Anomaly detection algorithm

Choose features \(x_i\) that you think might be indicative of anomalous example
Fit parameters \(u_1,u_2,\dots,u_n,\sigma_1^2,\sigma_2^2,\dots,\sigma_n^2\)

\(u_j=\frac{1}{m}\sum_{i=1}^mx_j^{(i)}\)

\(\sigma_j^2=\frac{1}{m}\sum_{i=1}^m(x_j^{(i)}-u_j)^2\)
Given new example \(x\),compute \(p(x)\)

\[p(x)=\prod_{j=1}^np(x_j,u_j,\sigma_j^2)=\prod_{j=1}^n\frac{1}{\sqrt{2\pi}\sigma_j}exp(-\frac{(x_j-u_j)^2}{2\sigma^2_j}) \]
Anomaly if \(p(x)<\varepsilon\)

Anomaly detection example

\(x_1\sim N(5,4)\)，\(x_2\sim N(3,1)\)

对于测试样本\(x_{test}^{(1)}\)，其坐标为\((a,b)\)，计算其落在横坐标\(a\)上的概率\(p(a,u_1,\sigma_1^2)\)，落在纵坐标\(b\)上的概率\(p(b,u_2,\sigma_2^2)\)。\(p(x) = p(a,u_1,\sigma_1^2)p(b,u_2,\sigma_2^2)\)就是测试样本\(x_{test}^{(1)}\)落在平面上点\((a,b)\)的概率。因为\(p(x_{test}^{(1)})=0.0426 \geq \varepsilon\) 所以判定其为正常样本。

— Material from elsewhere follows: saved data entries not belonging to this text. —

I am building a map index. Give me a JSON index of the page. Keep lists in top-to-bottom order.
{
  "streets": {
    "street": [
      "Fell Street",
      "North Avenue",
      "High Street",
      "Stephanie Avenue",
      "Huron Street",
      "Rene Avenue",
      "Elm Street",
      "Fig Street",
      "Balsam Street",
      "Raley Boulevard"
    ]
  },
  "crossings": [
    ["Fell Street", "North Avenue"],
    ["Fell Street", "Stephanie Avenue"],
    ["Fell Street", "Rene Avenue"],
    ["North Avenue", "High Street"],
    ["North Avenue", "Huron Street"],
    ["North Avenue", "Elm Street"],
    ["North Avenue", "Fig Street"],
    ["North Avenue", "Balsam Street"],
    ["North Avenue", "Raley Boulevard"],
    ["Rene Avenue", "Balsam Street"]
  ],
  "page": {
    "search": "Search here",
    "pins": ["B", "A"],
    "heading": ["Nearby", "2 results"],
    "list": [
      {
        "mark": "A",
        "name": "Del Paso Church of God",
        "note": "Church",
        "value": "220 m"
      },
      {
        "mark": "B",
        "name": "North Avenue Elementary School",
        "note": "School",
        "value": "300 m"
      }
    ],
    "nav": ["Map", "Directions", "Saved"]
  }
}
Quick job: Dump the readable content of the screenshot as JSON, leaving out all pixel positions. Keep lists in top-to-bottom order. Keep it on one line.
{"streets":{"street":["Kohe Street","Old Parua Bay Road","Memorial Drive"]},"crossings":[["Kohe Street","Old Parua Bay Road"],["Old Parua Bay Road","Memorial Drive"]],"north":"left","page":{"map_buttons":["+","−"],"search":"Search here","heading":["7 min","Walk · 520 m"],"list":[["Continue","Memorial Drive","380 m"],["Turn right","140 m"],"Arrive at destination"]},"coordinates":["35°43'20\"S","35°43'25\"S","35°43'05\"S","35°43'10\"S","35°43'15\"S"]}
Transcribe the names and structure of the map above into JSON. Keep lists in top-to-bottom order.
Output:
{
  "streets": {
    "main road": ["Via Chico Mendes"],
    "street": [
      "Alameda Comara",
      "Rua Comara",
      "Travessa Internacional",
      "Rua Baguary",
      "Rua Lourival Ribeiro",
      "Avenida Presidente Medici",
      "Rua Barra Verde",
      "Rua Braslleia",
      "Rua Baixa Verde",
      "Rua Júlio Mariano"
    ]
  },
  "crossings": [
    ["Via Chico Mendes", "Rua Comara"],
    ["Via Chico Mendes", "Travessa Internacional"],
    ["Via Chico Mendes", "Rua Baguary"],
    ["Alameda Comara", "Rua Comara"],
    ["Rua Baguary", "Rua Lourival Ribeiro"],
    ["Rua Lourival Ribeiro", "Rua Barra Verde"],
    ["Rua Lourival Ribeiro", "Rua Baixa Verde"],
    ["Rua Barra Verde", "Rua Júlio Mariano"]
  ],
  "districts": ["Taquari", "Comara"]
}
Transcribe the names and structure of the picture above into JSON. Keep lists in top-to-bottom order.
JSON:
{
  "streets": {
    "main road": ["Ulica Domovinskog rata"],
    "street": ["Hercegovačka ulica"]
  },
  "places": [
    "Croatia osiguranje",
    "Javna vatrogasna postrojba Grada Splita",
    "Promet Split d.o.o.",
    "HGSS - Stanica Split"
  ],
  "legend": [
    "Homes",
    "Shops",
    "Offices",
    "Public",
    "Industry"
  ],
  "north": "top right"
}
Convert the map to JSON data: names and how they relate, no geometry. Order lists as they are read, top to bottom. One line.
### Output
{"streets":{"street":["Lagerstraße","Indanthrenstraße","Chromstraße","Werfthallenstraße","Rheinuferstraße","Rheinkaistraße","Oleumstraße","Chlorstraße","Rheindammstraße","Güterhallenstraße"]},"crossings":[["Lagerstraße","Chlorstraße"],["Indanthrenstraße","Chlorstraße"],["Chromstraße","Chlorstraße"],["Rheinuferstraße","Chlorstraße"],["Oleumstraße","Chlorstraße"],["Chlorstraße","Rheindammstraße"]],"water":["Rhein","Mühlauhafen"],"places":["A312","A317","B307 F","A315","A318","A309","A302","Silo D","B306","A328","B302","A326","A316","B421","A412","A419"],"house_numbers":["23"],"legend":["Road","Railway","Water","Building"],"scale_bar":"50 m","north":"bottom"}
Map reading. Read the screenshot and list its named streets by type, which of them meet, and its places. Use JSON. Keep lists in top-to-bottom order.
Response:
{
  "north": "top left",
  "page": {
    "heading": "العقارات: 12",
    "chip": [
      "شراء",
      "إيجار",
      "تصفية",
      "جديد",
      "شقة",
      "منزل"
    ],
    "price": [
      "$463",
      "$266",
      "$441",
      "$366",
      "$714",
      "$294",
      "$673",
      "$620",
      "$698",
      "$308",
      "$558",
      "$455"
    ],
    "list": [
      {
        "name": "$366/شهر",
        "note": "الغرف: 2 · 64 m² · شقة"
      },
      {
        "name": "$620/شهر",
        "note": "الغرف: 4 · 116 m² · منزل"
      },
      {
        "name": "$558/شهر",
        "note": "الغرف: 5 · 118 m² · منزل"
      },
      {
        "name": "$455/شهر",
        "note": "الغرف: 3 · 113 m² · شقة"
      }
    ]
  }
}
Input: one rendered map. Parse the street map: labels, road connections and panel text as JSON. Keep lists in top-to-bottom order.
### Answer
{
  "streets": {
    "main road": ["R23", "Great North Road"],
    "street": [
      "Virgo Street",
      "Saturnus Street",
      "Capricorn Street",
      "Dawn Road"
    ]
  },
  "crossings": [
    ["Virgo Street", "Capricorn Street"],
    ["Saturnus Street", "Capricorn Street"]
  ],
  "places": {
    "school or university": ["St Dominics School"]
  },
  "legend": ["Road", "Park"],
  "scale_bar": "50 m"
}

同理，\(p(x_{test}^{(2)})=0.0021 \leq \varepsilon\) 所以判定其为异常样本

Developing and evaluating an anomaly detection system

The inportance of real-number evaluation

When developing a learning algorithm (choosing features,etc.),making decisions is much easier if we have a way of evaluating our learning algorithm

Assume we have some labeld data,of anomalous and non-anomalous example(y = 0 if normal,y = 1 if anomalous)

Training set:\(x^{(1)},x^{(2)},\dots,x^{(m)}\) (assume normal examples/not anomalous).把训练集是正常样本的集合，即使溜进了一些异常样本。

Cross validation set: \((x_{cv}^{(1)},y_{cv}^{(1)}),\dots,(x_{cv}^{(m_{cv})},y_{cv}^{(m_{cv})})\)

Test set : \({(x_{test}^{(1)},y_{test}^{(1)}),\dots,(x_{test}^{(m_{test})},y_{test}^{(m_{test})})}\)

验证集和测试集都包含一些异常样本

Aircraft engines motivating example

10000 good (normal) engines

20 flawd engines (anomalous)

Training set : 6000 good engines (y = 0)

CV : 2000 good engines (y = 0),10 anomalous (y = 1)

Test : 2000 good engines (y = 0),10 anomalous (y = 1)

Alternative : （不推荐）

Training set : 6000 good engines (y = 0)

CV : 4000 good engines (y = 0),10 anomalous (y = 1)

Test : 4000 good engines (y = 0),10 anomalous (y = 1)

验证集和测试集应当是两个完全不同的数据集。

Algorithm evaluation

Fit model \(p(x)\) on training set \(\{x^{(1)},\dots,x^{(m)}\}\)

On a cross validation/test example \(x\),predict

\[y = \begin{cases} 1 & if\ p(x)<\varepsilon\ (anomaly)\\ 0 & if\ p(x)\geq\varepsilon\ (normal) \end{cases} \]

possible evaluation metrics:

True positive,false positive,false negative,true negative
Precision/Recall
\(F_1\)-score

Can also use cross validation set to choose parameter \(\varepsilon\)

尝试许多不同的 \(\varepsilon\)，找到使得\(F_1\)-score最大的\(\varepsilon\)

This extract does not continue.